_RECORDS SHOWN_:
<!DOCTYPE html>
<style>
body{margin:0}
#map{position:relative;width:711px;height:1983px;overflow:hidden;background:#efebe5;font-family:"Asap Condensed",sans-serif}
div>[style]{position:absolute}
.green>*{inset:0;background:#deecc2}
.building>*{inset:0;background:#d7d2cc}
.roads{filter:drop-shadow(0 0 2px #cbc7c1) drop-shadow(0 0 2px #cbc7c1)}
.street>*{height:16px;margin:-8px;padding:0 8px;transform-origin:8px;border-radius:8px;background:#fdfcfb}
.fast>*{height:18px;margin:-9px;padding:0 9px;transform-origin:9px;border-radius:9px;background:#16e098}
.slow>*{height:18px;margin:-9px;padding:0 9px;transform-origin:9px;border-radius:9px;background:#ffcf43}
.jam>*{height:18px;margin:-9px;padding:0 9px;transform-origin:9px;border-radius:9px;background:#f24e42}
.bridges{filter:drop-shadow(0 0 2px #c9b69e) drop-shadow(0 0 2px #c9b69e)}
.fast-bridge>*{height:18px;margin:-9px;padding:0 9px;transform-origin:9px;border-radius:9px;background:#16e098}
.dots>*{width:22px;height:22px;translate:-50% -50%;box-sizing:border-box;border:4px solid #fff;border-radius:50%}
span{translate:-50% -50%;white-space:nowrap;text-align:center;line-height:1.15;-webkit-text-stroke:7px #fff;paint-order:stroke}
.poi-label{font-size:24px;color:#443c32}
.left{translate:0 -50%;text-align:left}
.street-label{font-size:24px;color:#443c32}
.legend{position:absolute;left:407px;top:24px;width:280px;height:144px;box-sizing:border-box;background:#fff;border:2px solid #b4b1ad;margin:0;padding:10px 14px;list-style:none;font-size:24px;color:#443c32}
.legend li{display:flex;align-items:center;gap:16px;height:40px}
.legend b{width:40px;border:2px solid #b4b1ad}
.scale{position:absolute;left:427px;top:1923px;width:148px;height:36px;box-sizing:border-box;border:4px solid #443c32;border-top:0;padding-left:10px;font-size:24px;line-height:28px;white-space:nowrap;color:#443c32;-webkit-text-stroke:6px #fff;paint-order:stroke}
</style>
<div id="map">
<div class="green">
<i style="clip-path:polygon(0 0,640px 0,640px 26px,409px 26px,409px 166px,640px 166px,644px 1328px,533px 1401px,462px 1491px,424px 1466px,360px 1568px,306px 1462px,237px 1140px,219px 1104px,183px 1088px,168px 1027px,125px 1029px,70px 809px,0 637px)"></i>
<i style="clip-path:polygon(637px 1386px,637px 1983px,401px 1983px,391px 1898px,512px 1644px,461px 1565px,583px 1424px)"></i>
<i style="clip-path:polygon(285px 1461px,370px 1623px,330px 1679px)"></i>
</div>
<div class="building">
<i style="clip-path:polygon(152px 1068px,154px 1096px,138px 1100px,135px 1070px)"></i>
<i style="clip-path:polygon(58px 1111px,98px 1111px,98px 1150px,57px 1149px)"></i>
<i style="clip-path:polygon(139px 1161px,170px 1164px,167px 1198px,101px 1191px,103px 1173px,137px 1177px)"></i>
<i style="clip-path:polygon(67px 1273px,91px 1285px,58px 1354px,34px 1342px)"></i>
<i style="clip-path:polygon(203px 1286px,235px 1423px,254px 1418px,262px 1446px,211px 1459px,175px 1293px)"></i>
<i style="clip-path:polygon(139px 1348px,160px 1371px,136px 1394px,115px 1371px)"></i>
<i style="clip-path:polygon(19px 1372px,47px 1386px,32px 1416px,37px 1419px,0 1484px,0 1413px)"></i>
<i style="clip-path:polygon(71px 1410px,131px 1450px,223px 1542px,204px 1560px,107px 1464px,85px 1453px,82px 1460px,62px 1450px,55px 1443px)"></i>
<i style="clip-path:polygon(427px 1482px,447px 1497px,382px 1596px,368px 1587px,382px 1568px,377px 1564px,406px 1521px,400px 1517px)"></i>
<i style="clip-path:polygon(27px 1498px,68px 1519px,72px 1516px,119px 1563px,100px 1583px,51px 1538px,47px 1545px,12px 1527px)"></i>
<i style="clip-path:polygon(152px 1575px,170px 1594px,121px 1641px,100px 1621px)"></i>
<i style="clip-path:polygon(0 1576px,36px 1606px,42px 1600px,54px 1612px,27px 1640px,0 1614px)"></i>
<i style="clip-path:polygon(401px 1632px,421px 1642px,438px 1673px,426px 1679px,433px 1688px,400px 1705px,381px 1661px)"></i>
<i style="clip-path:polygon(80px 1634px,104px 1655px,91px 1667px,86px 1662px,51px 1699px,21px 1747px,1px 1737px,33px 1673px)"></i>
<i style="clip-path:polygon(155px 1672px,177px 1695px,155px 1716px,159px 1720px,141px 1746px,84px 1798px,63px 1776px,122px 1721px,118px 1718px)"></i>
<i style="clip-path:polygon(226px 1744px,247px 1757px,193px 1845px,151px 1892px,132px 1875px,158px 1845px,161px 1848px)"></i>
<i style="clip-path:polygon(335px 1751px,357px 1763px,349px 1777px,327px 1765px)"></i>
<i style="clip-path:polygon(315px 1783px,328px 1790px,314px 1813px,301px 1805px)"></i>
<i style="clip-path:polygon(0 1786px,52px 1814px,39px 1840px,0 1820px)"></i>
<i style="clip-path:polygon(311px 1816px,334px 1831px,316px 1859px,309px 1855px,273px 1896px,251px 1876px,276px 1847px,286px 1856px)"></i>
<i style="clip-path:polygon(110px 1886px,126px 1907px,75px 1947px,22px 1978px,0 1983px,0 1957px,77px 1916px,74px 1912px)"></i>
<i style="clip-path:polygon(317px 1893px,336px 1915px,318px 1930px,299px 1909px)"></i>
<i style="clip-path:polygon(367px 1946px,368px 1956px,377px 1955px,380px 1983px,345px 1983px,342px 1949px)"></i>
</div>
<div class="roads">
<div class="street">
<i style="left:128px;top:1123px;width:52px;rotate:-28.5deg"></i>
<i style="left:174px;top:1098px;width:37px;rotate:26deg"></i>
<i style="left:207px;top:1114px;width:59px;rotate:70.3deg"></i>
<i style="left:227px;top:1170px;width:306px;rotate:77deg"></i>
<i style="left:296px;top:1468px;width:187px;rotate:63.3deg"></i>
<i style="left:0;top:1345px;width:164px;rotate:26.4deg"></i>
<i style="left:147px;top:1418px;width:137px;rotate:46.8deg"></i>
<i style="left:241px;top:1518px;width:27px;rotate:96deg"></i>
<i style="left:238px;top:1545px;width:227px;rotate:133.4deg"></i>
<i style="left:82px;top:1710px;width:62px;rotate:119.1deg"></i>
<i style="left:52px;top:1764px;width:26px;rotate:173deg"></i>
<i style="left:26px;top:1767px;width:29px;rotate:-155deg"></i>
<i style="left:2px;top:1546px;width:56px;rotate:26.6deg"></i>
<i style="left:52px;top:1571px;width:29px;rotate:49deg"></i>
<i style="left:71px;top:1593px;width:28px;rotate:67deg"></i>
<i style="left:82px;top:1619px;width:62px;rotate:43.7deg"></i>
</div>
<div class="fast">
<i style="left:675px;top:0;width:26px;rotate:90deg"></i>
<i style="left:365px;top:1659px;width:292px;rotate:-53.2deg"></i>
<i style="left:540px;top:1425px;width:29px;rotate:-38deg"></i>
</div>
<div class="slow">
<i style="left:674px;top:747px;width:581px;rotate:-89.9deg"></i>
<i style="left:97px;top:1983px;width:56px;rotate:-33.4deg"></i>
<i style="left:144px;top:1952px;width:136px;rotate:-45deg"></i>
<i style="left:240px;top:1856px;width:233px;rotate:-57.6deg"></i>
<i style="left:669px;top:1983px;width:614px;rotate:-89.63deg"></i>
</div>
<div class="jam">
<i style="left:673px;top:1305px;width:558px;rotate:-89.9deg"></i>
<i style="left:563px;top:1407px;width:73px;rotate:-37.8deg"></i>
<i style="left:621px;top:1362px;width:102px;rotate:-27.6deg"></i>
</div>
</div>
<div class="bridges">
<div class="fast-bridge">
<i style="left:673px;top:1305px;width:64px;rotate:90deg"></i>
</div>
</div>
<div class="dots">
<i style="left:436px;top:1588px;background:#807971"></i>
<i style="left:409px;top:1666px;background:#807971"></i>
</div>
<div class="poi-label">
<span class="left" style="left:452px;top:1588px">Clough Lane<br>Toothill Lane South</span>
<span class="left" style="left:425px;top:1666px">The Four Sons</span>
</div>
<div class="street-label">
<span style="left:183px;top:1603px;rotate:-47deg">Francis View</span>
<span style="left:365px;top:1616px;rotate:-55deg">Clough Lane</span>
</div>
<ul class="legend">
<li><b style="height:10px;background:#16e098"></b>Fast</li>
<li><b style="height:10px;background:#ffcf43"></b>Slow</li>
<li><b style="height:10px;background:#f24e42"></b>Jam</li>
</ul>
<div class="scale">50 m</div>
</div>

_ABOUT THIS EXERCISE_: Looking at the data above, how many lines hold the word "legend"? Respond with the number alone.

_YOUR SOLUTION_: 4